• _Exercise data_:
=== Begin Enclosure ===

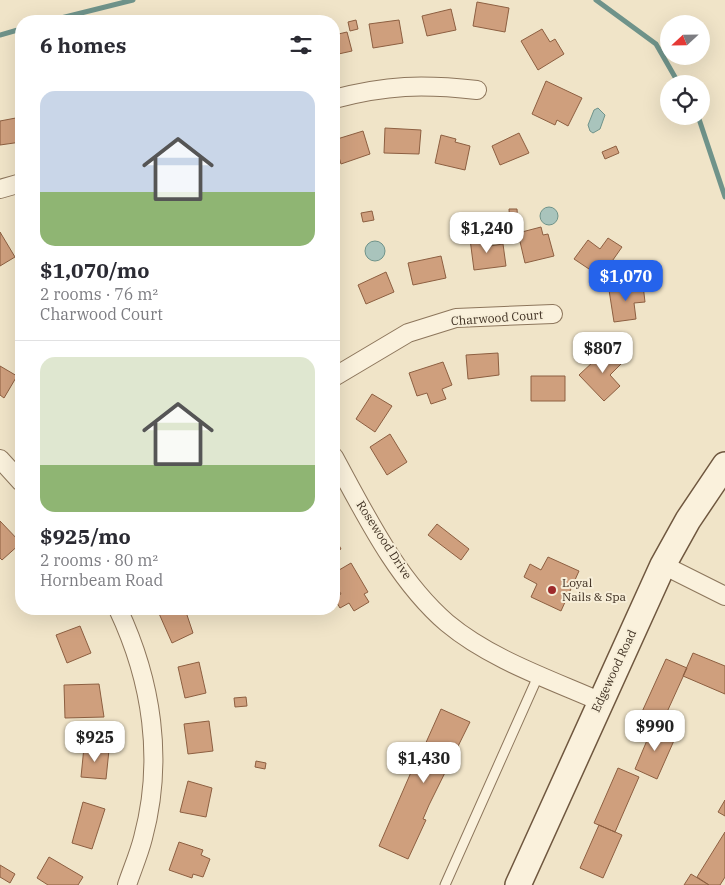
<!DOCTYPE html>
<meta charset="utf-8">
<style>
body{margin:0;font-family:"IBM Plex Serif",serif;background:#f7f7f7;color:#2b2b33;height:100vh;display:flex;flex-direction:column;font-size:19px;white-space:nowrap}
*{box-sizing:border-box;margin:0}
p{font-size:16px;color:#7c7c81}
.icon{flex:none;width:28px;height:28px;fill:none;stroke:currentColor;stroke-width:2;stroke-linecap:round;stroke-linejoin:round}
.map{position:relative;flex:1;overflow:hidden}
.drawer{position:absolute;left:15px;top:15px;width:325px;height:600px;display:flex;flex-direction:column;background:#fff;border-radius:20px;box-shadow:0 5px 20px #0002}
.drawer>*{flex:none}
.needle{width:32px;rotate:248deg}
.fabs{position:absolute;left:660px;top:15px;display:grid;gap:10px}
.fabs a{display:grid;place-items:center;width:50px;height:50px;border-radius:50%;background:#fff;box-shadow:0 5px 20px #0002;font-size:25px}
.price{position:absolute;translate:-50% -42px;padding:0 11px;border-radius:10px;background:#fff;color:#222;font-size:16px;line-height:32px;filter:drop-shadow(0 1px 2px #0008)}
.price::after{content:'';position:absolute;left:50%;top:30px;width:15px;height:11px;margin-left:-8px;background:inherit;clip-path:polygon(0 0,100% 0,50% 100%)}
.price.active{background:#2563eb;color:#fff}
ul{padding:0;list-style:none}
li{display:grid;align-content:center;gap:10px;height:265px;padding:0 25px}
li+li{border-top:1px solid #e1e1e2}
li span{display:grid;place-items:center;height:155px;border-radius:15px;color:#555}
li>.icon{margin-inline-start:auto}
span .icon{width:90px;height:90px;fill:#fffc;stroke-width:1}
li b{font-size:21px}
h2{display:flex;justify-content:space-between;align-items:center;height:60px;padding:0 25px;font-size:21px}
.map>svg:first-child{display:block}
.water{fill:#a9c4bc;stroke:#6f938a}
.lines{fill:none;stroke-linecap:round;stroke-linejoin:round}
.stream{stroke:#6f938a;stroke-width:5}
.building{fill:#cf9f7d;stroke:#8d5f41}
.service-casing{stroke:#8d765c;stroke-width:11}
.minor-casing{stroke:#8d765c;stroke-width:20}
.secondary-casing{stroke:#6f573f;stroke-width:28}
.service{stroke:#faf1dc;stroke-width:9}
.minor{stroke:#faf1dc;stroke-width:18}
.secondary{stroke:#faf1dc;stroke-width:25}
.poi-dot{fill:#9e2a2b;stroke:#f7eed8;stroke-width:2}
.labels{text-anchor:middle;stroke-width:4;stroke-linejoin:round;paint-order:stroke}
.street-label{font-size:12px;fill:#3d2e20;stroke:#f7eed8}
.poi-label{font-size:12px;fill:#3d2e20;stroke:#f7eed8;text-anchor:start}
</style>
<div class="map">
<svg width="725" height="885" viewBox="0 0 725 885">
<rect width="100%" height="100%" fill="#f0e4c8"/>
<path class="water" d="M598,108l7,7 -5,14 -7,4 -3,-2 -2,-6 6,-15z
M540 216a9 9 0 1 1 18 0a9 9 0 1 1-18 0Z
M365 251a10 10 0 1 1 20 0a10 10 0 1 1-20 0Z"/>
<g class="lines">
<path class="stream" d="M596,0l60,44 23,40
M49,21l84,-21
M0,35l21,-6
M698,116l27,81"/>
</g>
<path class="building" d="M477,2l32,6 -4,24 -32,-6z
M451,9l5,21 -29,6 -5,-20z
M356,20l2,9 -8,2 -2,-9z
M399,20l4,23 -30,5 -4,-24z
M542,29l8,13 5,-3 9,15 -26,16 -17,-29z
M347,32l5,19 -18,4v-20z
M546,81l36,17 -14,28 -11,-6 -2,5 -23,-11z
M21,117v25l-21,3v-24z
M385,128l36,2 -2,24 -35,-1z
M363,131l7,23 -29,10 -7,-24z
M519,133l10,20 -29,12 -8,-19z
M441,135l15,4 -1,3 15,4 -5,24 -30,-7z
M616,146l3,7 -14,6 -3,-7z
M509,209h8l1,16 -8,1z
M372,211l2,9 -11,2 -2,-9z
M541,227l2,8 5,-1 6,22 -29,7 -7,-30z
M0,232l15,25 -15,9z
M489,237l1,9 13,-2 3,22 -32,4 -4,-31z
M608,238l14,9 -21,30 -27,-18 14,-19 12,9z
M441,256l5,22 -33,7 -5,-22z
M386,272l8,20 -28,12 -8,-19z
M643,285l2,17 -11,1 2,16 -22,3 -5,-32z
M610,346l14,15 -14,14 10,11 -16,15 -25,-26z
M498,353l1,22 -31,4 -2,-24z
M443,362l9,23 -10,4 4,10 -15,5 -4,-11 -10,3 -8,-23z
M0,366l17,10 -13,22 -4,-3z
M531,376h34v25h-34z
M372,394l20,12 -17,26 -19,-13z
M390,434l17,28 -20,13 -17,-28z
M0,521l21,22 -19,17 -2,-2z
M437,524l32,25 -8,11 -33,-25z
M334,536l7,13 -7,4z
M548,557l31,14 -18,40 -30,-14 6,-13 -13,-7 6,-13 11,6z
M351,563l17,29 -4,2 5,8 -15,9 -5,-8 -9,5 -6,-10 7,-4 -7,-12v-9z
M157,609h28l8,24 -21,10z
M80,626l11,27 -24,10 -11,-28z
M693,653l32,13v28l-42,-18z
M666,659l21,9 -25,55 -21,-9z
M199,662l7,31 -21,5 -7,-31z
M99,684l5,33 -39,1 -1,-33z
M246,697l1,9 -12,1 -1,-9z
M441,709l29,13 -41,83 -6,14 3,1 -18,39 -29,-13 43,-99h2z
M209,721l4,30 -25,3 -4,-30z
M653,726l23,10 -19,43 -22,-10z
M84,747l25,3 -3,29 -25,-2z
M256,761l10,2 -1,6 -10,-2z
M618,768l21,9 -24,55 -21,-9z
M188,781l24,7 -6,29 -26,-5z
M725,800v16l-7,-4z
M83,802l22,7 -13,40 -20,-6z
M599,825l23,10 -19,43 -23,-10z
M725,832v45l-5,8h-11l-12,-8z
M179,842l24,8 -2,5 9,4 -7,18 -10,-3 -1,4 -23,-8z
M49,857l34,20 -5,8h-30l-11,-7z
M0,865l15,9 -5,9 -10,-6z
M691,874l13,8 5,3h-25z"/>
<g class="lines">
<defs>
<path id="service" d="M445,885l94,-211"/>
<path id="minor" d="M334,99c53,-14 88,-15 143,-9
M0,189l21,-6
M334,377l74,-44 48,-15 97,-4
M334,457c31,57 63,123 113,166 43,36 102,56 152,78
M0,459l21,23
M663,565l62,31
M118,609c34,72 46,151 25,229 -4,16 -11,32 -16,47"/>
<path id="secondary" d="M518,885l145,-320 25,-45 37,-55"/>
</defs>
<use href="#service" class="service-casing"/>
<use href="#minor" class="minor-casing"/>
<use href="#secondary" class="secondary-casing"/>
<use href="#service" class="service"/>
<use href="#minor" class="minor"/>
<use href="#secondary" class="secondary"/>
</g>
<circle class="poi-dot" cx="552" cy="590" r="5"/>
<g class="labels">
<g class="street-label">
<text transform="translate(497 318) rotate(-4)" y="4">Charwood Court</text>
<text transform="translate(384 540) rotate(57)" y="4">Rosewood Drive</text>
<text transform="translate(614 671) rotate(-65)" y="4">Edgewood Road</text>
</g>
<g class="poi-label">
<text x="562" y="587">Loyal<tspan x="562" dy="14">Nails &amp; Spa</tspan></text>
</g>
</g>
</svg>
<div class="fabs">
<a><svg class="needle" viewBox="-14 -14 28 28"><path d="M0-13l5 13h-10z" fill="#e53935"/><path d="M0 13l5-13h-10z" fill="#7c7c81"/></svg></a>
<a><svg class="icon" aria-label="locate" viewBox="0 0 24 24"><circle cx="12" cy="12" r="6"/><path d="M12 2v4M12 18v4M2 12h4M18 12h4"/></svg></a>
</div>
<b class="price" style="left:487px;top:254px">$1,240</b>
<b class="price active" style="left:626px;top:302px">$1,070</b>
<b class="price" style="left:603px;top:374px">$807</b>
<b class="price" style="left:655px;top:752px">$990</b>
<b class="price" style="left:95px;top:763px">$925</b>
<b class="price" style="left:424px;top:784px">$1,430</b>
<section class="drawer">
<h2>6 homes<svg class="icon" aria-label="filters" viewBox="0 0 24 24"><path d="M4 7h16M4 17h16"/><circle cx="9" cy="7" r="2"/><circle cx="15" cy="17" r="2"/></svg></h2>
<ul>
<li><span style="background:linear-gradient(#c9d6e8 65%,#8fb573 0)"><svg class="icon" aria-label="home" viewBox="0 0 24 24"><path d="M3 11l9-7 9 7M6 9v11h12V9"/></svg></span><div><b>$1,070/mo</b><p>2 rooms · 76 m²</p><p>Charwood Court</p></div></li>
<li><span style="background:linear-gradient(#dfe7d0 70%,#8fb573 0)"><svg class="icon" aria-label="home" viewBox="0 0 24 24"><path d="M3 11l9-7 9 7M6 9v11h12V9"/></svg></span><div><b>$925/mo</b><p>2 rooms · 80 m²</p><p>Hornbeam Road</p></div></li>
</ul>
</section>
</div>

=== End Enclosure ===

• _Action item_: The answer should be one number only: how many lines in the listing hold "position".

• _Final answer_: 5